For two particular choices of $(p,q)$ these spaces are furthermore fibre bundles over $S^2 \times S^3$. These are $(p,q) = (1,1)$ and $(1,0)$.

I'm confused about the relationship between these two spaces. The authors show that the two spaces are indeed distinct geometries because they have different volumes ($\text{vol}_{11}/\text{vol}_{10} = 2^{13/2} 3^{-5}$). The authors also say that these two spaces are diffeomorphic but that no coordinate transformation exists which brings one space into the other (and they use the unequal volumes to support this conclusion).

I'm confused by this. What does it mean for two spaces to be diffeomorphic and yet "distinct"? I recently learned about exotic spheres (https://en.wikipedia.org/wiki/Exotic_sphere). These are spheres that are homeomorphic but not diffeomorphic to the standard sphere (defined by the embedding $\sum_{i=1}^n x_i^2 = 1$ in $\mathbb{R}^n$). I'm wondering if perhaps the authors used out-dated terminology and the modern and more precise statement would be that $\mathcal{N}_{11}$ and $\mathcal{N}_{10}$ are homeomorphic but not diffeomorphic (just like the connection between exotic spheres and the standard sphere). Is this correct?
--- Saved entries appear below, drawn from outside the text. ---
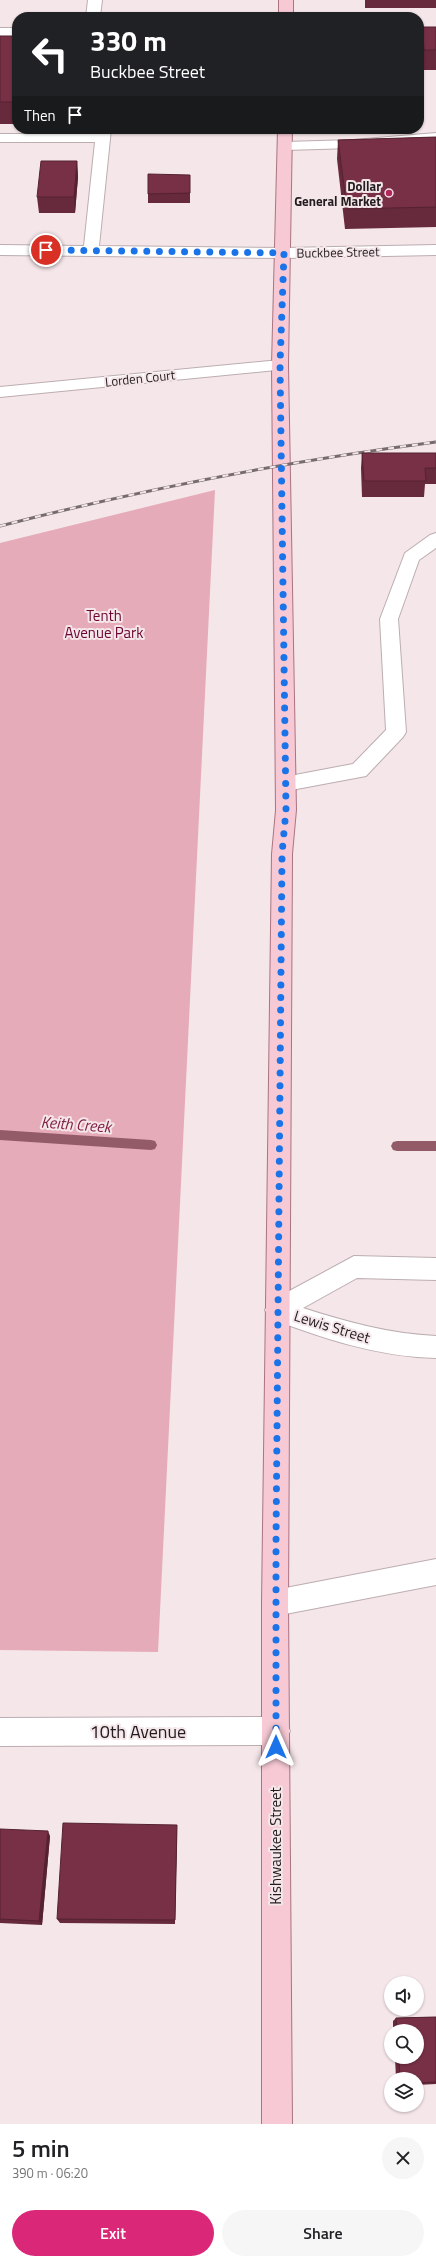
<!DOCTYPE html>
<meta charset="utf-8">
<style>
:root{--surface:#fff;--page:#f6f6f6;--text:#202124;--muted:#757577;--accent:#db2777}
body{margin:0;font-family:"Titillium Web",sans-serif;background:var(--page);color:var(--text);height:100vh;display:flex;flex-direction:column;font-size:15px;white-space:nowrap}
*{box-sizing:border-box;margin:0}
p{font-size:13px;color:var(--muted)}
.icon{flex:none;width:22px;height:22px;fill:none;stroke:currentColor;stroke-width:2;stroke-linecap:round;stroke-linejoin:round}
.map{position:relative;height:2124px;overflow:hidden}
.panel{display:flex;flex-direction:column;background:var(--surface);flex:1}
.panel>*{flex:none}
.hud{position:absolute;left:12px;top:12px;width:412px;height:122px;border-radius:16px;box-shadow:0 1px 3px #0004;background:#202124;color:#fff;overflow:hidden}
.buttons{position:absolute;left:384px;top:1976px;display:grid;gap:8px}
.buttons a{display:grid;place-items:center;width:40px;height:40px;border-radius:50%;background:var(--surface);box-shadow:0 1px 3px #0004;font-size:20px}
.pin{position:absolute;display:grid;place-items:center;width:34px;height:34px;color:#fff;margin:-17px;border:2px solid #fff;border-radius:50%;box-shadow:0 1px 4px #0007}
.me{position:absolute;width:44px;margin:-22px;rotate:0deg;stroke-linejoin:round;filter:drop-shadow(0 0 3px #0008)}
.turn{display:flex;align-items:center;gap:14px;height:84px;padding:0 12px;font-size:18px}
.turn .icon{width:52px;height:52px;stroke-width:2.5}
.turn b{display:block;font-size:28px;line-height:34px}
.then{display:flex;align-items:center;height:38px;padding:0 12px;background:#0003;gap:8px;font-size:15px}
.round{display:grid;place-items:center;flex:none;width:42px;height:42px;border-radius:21px;background:var(--page)}
.headline{display:flex;align-items:center;justify-content:space-between;height:68px;padding:0 12px}
h1{font-size:24px;font-weight:600;line-height:30px}
.cta{display:flex;gap:8px;margin-top:auto;padding:8px 12px}
.cta a{flex:1;height:46px;border-radius:24px;background:var(--accent);color:#fff;font-size:16px;font-weight:600;line-height:46px;text-align:center}
.cta a+a{background:var(--page);color:var(--text)}
.map>svg:first-child{display:block}
.green{fill:#e5abb8}
.lines{fill:none;stroke-linecap:round;stroke-linejoin:round}
.stream{fill:#935a68;fill-rule:evenodd}
.minor-casing{stroke:#bcadb0;stroke-width:2}
.major-casing{stroke:#a87581;stroke-width:2}
.minor{fill:#fff;fill-rule:evenodd}
.major{fill:#f6c9d4;fill-rule:evenodd}
.rail-casing{stroke:#766c6f;stroke-width:3}
.rail{stroke:#f5e6e9;stroke-width:2;stroke-dasharray:6;stroke-linecap:butt}
.wall{fill:#67293c}
.shaded-wall{fill:#542231}
.building{fill:#783046;stroke:#542231}
.route{stroke:#1a73e8;stroke-width:7;stroke-dasharray:0 12.6}
.poi-dot{fill:#b3265c;stroke:#f5e6e9;stroke-width:1.5}
.labels{text-anchor:middle;stroke-width:4;stroke-linejoin:round;paint-order:stroke}
.far-poi-label{font-size:13px;font-weight:bold;fill:#221c1e;stroke:#f5e6e9;text-anchor:end}
.far-street-label{font-size:13px;fill:#221c1e;stroke:#f5e6e9}
.park-label{font-size:15px;fill:#6b0531;stroke:#f5e6e9}
.street-label{font-size:15px;fill:#221c1e;stroke:#f5e6e9}
.water-label{font-size:16px;font-style:italic;fill:#801f42;stroke:#f5e6e9}
.near-street-label{font-size:18px;fill:#221c1e;stroke:#f5e6e9}
</style>
<div class="map">
<svg width="436" height="2124" viewBox="0 0 436 2124">
<rect width="100%" height="100%" fill="#f5e6e9"/>
<path class="green" d="M215,490L158,1652L0,1650V543Z"/>
<g class="lines">
<g class="stream">
<path d="M0,1130L151,1140L155,1141L157,1145L155,1149L151,1150L0,1140Z"/>
<path d="M397,1141H436V1151H397L393,1150L391,1146L393,1142Z"/>
</g>
<g class="minor-casing">
<g id="minor">
<path d="M88,0H102L100,17H86Z"/>
<rect x="0" y="28" width="17" height="8"/>
<path d="M97,129H111L99,246L284,248L436,245V255L284,258L0,255V245L84,246L95,142H0V134H96Z"/>
<path d="M436,133V141L353,148L285,150L280,149L278,146L280,143L285,142L353,140Z"/>
<path d="M280,360L286,361L288,365L286,369L0,397V387Z"/>
<path d="M436,533V548L419,560L398,619L406,732L403,737L366,776L286,791L279,788L276,783L279,778L353,764L386,730L380,619L405,553L430,535Z"/>
<path d="M354,1256L436,1258V1280L357,1278L303,1308C347,1322 390,1334 436,1336V1358C378,1357 322,1338 269,1318L265,1310L269,1302Z"/>
<path d="M436,1559V1585L275,1616L266,1612L262,1603L266,1594L275,1590Z"/>
<path d="M276,1717L286,1721L290,1731L286,1741L276,1745L0,1746V1718Z"/>
</g>
</g>
<g class="major-casing">
<g id="major">
<rect x="279" y="0" width="14" height="17"/>
<path d="M278,129H292L288,365L296,810L292,854L288,1603L292,2124H262V1603L272,854L276,810L272,365Z"/>
</g>
</g>
<use href="#minor" class="minor"/>
<use href="#major" class="major"/>
<g class="rail-casing">
<path id="rail" d="M0,526C144,489 289,461 436,442"/>
</g>
<use href="#rail" class="rail"/>
</g>
<g class="wall">
<rect x="365" y="0" width="71" height="8"/>
<path d="M422,27H436V70H422L420,47Z"/>
<rect x="0" y="36" width="17" height="88"/>
<path d="M436,137V227L345,229L337,159L338,140Z"/>
<path d="M77,161L78,177L75,213H39L37,197Z"/>
<path d="M190,175V203H148V194Z"/>
<path d="M362,453H436V484H425L424,497H362L361,468Z"/>
<path d="M0,1829L50,1836L42,1925L0,1923Z"/>
<path d="M177,1830L175,1924L60,1923L57,1919Z"/>
<path d="M436,2017V2084L417,2085V2079H396L395,2057H417V2031H393V2021L396,2018Z"/>
</g>
<g class="shaded-wall">
<path d="M77,161L78,177L75,213L74,197Z"/>
<path d="M48,1831L50,1836L42,1925L39,1921Z"/>
</g>
<g class="building">
<path d="M422,27H436V50H424Z"/>
<rect x="0" y="36" width="17" height="66"/>
<path d="M436,137V207L347,209L338,140Z"/>
<path d="M41,161H77L74,197H37Z"/>
<path d="M148,174L190,175V193L148,194Z"/>
<path d="M362,453H436V468H425L426,481H364Z"/>
<path d="M63,1823L177,1825L175,1920L57,1919Z"/>
<path d="M0,1829L48,1831L39,1921L0,1919Z"/>
<path d="M436,2017V2082L417,2083V2079H400L399,2057H417V2031H397L396,2018Z"/>
</g>
<g class="lines">
<path class="route" d="M46,250L284,253L280,365L286,810L282,854L276,1543V1747"/>
</g>
<circle class="poi-dot" cx="389" cy="193" r="4"/>
<g class="labels">
<g class="far-poi-label">
<text x="381" y="191">Dollar<tspan x="381" dy="15">General Market</tspan></text>
</g>
<g class="far-street-label">
<text transform="translate(338 252) rotate(-1)" y="5">Buckbee Street</text>
<text transform="translate(140 378) rotate(-6)" y="5">Lorden Court</text>
</g>
<g class="park-label">
<text x="104" y="621">Tenth<tspan x="104" dy="17">Avenue Park</tspan></text>
</g>
<g class="street-label">
<text transform="translate(332 1327) rotate(17)" y="5">Lewis Street</text>
<text transform="translate(276 1846) rotate(-90)" y="5">Kishwaukee Street</text>
</g>
<g class="water-label">
<text transform="translate(76 1124) rotate(4)" y="6">Keith Creek</text>
</g>
<g class="near-street-label">
<text x="138" y="1738">10th Avenue</text>
</g>
</g>
</svg>
<div class="buttons">
<a><svg class="icon" aria-label="sound" viewBox="0 0 24 24"><path d="M4 9h4l5-4v14l-5-4H4zM17 9q2 3 0 6"/></svg></a>
<a><svg class="icon" aria-label="search" viewBox="0 0 24 24"><circle cx="10" cy="10" r="6"/><path d="M15 15l6 6"/></svg></a>
<a><svg class="icon" aria-label="layers" viewBox="0 0 24 24"><path d="M12 4l9 5-9 5-9-5zM3 14l9 5 9-5"/></svg></a>
</div>
<div class="pin" style="left:46px;top:250px;background:#d93025"><svg class="icon" aria-label="arrive" viewBox="0 0 24 24"><path d="M6 21V4h12l-3 4 3 4H6"/></svg></div>
<svg class="me" style="left:276px;top:1747px" viewBox="-20 -20 40 40"><path d="M0-17L14 15 0 8-14 15z" fill="#1a73e8" stroke="#fff" stroke-width="4"/></svg>
<div class="hud">
<div class="turn"><svg class="icon" aria-label="left" viewBox="0 0 24 24"><path d="M17 20v-9H6M10 6l-5 5 5 5"/></svg><div><b>330 m</b>Buckbee Street</div></div>
<div class="then">Then<svg class="icon" aria-label="arrive" viewBox="0 0 24 24"><path d="M6 21V4h12l-3 4 3 4H6"/></svg></div>
</div>
</div>
<section class="panel">
<div class="headline"><div><h1>5 min</h1><p>390 m · 06:20</p></div><a class="round"><svg class="icon" aria-label="close" viewBox="0 0 24 24"><path d="M6 6l12 12M18 6L6 18"/></svg></a></div>
<div class="cta"><a>Exit</a><a>Share</a></div>
</section>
• I haven't read carefully, but they do not say that the manifolds are not diffeomorphic. They say that the geometry (which I interpret to mean the Riemannian geometry) is distinct - that is, that the Riemannian manifolds are not isometric. An isometry of Riemannian manifolds preserves the volume of the manifold; a diffeomorphism does not necessarily. One can put many non-isometric Riemannian metrics on the same smooth manifold; for instance, one has the round metric on the sphere, which has constant curvature, and one can scale the metric by some positive smooth function to get somethign new.
– user98602
Apr 10, 2015 at 19:57
• You're right, in fact they do explicitly say that the spaces are diffeomorphic. I was wondering if perhaps they were using the term incorrectly. Apr 10, 2015 at 20:03
• @MikeMiller: How is volume defined? Can you please suggest some literature for manifold volume constancy? Apr 10, 2015 at 20:52
• The poor man's (physicists') way is this: if you have the metric, and the range of coordinates, you could simply do the integral $\int \sqrt{g} d^d x$ yourself. Apr 10, 2015 at 21:05
• @Narasimham: The volume of a compact manifold is the integral of the Riemannian volume form. An isometry pulls back the volume form of the second manifold to the volume form of the first, so the two Riemannian manifolds have the same volume.
– user98602
Apr 10, 2015 at 21:05

Your two manifolds are Riemannian manifolds: smooth manifolds equipped with a Riemannian metric. The volume of a Riemannian manifold is preserved under isometry: it's defined by integrating the volume form over the manifold, and an isometry $M \to N$ pulls back the volume form of $N$ to the volume form of $M$. But this is far from true just for diffeomorphisms.
For instance, the $2$-sphere of any radius is diffeomorphic to the 2-sphere of any other radius; but the volume of $S^2(r)$ is $4\pi r^2$. So we can give a sphere a Riemannian metric of any given volume.